= Bobby Hashemi =

Bobby Hashemi is a British businessman, and is an investor at Union Ventures, a private investment vehicle founded in 2012 by him. In 1995, he co-founded the Coffee Republic (a coffee shop chain) with his sister Sahar Hashemi.

== Early life ==
Bobby Hashemi has an MBA from Amos Tuck School of Business Administration, at Dartmouth College, United States and a BSc in Computer Engineering from Syracuse University, US.

== Career ==

Hashemi started his career as an investment banker in mergers and acquisitions at Lehman Brothers Investment Bank in New York City.

Hashemi founded the Coffee Republic chain with his sister Sahar as CEO and then executive chairman.

The business was founded in late 1995, floated on the London Stock Exchange in 1997, raised £20 million equity over the following 3 years, and by 2001 he exited the business. Then two years later, he re-joined the business from 2003 to 2006 to lead a turnaround of the business and develop the Coffee Republic deli concept.

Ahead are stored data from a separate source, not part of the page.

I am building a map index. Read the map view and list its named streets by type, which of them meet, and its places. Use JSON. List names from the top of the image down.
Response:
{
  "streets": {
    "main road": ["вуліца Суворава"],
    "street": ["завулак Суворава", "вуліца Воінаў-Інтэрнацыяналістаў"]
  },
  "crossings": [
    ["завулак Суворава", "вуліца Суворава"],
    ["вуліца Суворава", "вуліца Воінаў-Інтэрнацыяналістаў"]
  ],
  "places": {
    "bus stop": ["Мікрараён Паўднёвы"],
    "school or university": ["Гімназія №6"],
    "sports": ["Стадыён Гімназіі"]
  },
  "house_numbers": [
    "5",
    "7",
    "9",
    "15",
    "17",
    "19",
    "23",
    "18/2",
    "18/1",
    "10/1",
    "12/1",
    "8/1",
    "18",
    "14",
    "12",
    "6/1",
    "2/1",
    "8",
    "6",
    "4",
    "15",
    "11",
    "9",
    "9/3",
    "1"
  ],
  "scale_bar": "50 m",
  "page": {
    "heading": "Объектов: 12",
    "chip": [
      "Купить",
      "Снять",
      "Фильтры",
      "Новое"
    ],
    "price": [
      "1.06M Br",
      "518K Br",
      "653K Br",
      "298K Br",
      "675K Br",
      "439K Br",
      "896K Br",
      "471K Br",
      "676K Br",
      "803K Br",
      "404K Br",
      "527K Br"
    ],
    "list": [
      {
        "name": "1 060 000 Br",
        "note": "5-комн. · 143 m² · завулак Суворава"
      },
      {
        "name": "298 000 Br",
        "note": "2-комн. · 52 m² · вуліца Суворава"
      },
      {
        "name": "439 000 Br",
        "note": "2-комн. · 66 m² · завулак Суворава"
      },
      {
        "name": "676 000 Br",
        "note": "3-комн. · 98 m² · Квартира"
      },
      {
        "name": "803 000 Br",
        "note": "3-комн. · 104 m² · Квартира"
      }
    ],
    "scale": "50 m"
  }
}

From 2007 to 2012, Hashemi was a partner and shareholder at Risk Capital Partners, a private equity investment firm with a £75 million fund investing in growth companies across the UK, where he participated in originating, appraising, executing, and monitoring deals across the consumer sector.

== Other activities ==

=== Anyone can Do It ===
With his sister, Sahar Hashemi, he co-authored Anyone Can Do It, a business book about the high street coffee chain Coffee Republic.

=== Speaker ===
Hashemi has spoken about entrepreneurship, building a business, fundraising, private equity investing and the consumer and leisure sectors, and has presented to a variety of audiences and at a number of national events including Imperial College, Barclays Bank, Visa Card, Institute of Directors, Fast Track, Talk Radio UK, British Franchise Association, London Business School, Robert Gordon University and En Passant Magazine.